Impact of transduction scaling laws on nanoelectromechanical systems
Konstantinos Tsoukalas, Babak Vosoughi Lahijani, S{\o}ren Stobbe

TL;DR
This paper investigates how scaling laws affect nanoelectromechanical systems, revealing that fringing fields enhance electrical forces and stability, enabling high-frequency graphene-based resonators beyond 40 GHz.
Contribution
It demonstrates that electrostatics do not limit downscaling, showing nanosystems can outperform microscale devices and enabling ultra-high-frequency resonators.
Findings
Fringing fields significantly increase electrical forces.
Nanosystems outperform microscale counterparts in stability.

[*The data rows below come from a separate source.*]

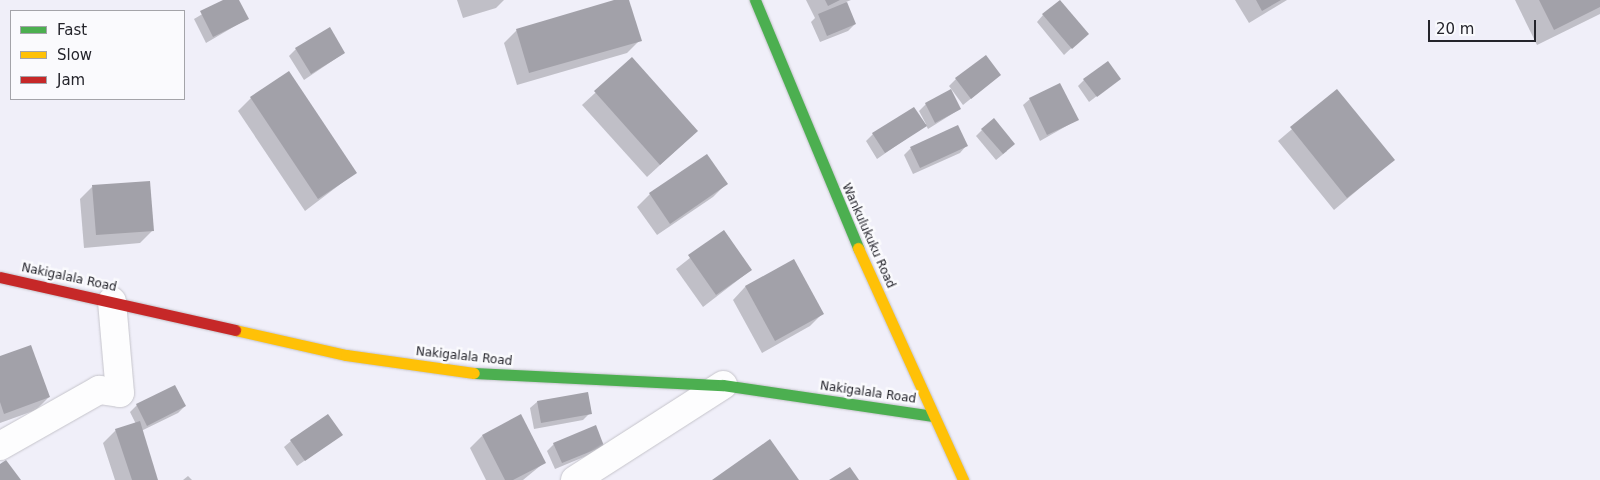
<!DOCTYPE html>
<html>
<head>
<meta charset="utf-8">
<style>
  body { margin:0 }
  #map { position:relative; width:1600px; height:480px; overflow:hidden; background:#f0eff9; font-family:"DejaVu Sans",sans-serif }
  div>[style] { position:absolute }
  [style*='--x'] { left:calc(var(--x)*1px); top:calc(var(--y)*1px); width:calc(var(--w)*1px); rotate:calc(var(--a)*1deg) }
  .shadow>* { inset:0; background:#0003 }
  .building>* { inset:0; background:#a2a1a9 }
  .roads { filter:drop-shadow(0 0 1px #c5c4cb) drop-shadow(0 0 1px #c5c4cb) }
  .street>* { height:28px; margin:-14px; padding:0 14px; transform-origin:14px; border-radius:14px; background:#fdfdfe }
  .fast>* { height:11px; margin:-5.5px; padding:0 5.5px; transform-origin:5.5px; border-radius:5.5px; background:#4caf50 }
  .slow>* { height:11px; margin:-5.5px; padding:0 5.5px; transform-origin:5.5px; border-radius:5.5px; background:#ffc107 }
  .jam>* { height:11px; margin:-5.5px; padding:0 5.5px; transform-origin:5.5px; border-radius:5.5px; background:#c62828 }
  span { translate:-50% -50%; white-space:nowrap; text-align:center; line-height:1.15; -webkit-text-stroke:5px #fafafd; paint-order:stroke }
  .street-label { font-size:12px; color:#24242b }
  .legend { position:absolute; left:10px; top:10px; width:175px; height:90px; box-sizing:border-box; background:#fafafd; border:1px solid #a4a4a9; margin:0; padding:6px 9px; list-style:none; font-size:15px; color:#24242b }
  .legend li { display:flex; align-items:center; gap:10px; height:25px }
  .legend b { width:25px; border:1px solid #a4a4a9 }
  .scale { position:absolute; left:1428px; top:20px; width:108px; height:22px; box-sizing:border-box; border:2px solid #24242b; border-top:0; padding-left:6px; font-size:15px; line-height:18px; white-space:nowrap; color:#24242b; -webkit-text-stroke:4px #fafafd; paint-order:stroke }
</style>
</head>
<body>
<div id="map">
  <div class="shadow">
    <i style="clip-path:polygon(226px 0,238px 0,247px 19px,206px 43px,194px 19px)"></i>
    <i style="clip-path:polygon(457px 0,504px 0,496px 8px,463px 18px)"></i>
    <i style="clip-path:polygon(618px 0,628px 0,640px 40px,627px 53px,517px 85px,504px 43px,517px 30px)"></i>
    <i style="clip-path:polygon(806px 0,851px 0,846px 2px,855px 24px,848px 31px,820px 42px,811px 22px,815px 18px)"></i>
    <i style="clip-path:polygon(1235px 0,1287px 0,1249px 23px)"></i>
    <i style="clip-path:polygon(1515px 0,1600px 0,1600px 14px,1537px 45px)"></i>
    <i style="clip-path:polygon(1043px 15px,1080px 40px,1064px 55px,1037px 22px)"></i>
    <i style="clip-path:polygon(296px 49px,344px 53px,304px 80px,289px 56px)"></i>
    <i style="clip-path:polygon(632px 59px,697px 131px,647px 177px,582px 105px)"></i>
    <i style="clip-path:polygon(289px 73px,355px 173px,305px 211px,238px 111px,251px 98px)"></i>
    <i style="clip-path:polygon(1000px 75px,963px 105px,949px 86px,956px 79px)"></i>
    <i style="clip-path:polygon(1119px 79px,1089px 102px,1078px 86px,1084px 80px)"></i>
    <i style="clip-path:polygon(1337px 91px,1393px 160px,1334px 210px,1278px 141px)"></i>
    <i style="clip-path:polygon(1030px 99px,1077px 120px,1040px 141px,1023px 105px)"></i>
    <i style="clip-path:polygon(926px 104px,960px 109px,928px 129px,926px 125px,877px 159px,866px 141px,873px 134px,926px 124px,919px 111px)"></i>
    <i style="clip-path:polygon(958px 127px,966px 146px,960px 153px,913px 174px,904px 155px,910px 149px)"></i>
    <i style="clip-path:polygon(982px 130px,1007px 151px,996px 160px,976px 136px)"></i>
    <i style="clip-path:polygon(707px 156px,726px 184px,713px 197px,657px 235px,637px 207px,650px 194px)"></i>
    <i style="clip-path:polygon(92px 187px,153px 230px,140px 243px,84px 248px,80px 199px)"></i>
    <i style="clip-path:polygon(724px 231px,751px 270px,703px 307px,676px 269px)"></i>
    <i style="clip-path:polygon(793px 261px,822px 314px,810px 326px,762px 353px,733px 300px,745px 287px)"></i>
    <i style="clip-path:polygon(0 357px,49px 397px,36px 410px,0 423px)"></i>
    <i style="clip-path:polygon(537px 402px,590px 413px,583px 420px,534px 429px,530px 408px)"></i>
    <i style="clip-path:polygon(137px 405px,185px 406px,178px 413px,141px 431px,157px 480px,115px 480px,103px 443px,116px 430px,136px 424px,130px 412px)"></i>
    <i style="clip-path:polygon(341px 435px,297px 466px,284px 447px,291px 441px)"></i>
    <i style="clip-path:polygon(482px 436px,545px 462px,523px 480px,486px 480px,470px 448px)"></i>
    <i style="clip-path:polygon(554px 444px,603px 445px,596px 452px,555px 469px,547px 451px)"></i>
    <i style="clip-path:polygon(188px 476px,192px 480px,183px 480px)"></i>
  </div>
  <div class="building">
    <i style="clip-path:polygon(223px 0,239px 0,249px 19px,213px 37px,200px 11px)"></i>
    <i style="clip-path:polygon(614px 0,629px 0,642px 41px,529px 73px,516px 29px)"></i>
    <i style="clip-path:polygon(825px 0,840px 0,828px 6px)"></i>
    <i style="clip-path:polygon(1060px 0,1089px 34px,1072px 49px,1042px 14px)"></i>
    <i style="clip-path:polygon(1256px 0,1281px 0,1262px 11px)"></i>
    <i style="clip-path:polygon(1539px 0,1600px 0,1600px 7px,1554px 30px)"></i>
    <i style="clip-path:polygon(847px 2px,856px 24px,827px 36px,818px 14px)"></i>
    <i style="clip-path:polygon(330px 27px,345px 53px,311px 74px,295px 48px)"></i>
    <i style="clip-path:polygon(986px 55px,1001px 75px,971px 99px,955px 78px)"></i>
    <i style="clip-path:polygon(632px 57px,698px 131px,660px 165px,594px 91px)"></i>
    <i style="clip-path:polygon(1108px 61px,1121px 79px,1097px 97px,1083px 79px)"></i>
    <i style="clip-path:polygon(289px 71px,357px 173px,318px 199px,250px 97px)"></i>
    <i style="clip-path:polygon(1060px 83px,1079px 120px,1047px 135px,1029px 98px)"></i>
    <i style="clip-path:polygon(951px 89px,961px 109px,935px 123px,925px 103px)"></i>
    <i style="clip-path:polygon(1337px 89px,1395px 160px,1347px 198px,1290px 127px)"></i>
    <i style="clip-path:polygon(914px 107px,927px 126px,885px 153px,872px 133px)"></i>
    <i style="clip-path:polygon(994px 118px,1015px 144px,1003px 154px,981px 129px)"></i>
    <i style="clip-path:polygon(958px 125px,968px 146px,920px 168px,910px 147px)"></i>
    <i style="clip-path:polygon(707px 154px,728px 184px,670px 224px,649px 193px)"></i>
    <i style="clip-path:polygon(150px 181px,154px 231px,96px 235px,92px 185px)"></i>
    <i style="clip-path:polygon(724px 230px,752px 270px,716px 295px,688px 255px)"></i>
    <i style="clip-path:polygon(794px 259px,824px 314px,775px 341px,745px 286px)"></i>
    <i style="clip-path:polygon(31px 345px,50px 397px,4px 414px,0 402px,0 356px)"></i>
    <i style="clip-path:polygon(175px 385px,186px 406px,147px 426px,136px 404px)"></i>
    <i style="clip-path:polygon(588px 392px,592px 414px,541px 423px,537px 401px)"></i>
    <i style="clip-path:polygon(328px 414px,343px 435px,305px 461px,290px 440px)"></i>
    <i style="clip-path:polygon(521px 414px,546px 463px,513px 480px,505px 480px,482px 435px)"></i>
    <i style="clip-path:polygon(140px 421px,158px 480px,132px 480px,115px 429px)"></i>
    <i style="clip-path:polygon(596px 425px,604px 446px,562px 463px,553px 443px)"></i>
    <i style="clip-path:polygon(770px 439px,799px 480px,712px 480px)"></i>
    <i style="clip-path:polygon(6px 460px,21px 480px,0 480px,0 464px)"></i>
    <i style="clip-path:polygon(850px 467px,859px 480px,829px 480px)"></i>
  </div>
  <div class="roads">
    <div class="street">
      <i style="--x:0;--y:446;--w:114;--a:-29.5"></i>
      <i style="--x:99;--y:390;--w:21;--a:8"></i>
      <i style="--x:120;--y:393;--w:92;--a:-95"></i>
      <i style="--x:575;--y:480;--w:176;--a:-32.7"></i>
    </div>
    <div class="fast">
      <i style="--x:755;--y:0;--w:269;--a:67.4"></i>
      <i style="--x:474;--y:373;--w:249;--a:2.8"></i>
      <i style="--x:723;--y:385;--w:212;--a:8.4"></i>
    </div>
    <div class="slow">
      <i style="--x:858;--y:248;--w:255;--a:65.6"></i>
      <i style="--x:235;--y:330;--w:114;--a:12.7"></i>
      <i style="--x:346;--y:355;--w:129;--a:8"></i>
    </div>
    <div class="jam">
      <i style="--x:0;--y:277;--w:241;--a:12.7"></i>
    </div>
  </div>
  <div class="street-label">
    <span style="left:868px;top:236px;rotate:66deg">Wankulukuku Road</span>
    <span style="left:69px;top:278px;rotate:12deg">Nakigalala Road</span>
    <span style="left:464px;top:357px;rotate:6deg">Nakigalala Road</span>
    <span style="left:868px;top:393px;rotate:8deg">Nakigalala Road</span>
  </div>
  <ul class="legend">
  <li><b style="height:6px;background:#4caf50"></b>Fast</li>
  <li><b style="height:6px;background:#ffc107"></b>Slow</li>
  <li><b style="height:6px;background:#c62828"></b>Jam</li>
  </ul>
  <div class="scale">20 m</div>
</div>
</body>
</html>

Graphene-based resonators beyond 40 GHz are feasible.
Abstract
We study the electromechanical transduction in nanoelectromechanical actuators and show that the differences in scaling for electrical and mechanical effects lead to an overall non-trivial scaling behavior. In particular, the previously neglected fringing fields considerably increase electrical forces and improve the stability of nanoscale actuators. This shows that electrostatics does not pose any limitations to downscaling of electromechanical systems, in fact in several respects, nanosystems outperform their microscale counterparts. As a specific example, we consider in-plane actuation of ultrathin slabs and show that devices consisting of a few layers of graphene are feasible, implying that electromechanical resonators operating beyond 40 GHz are possible with currently available technology.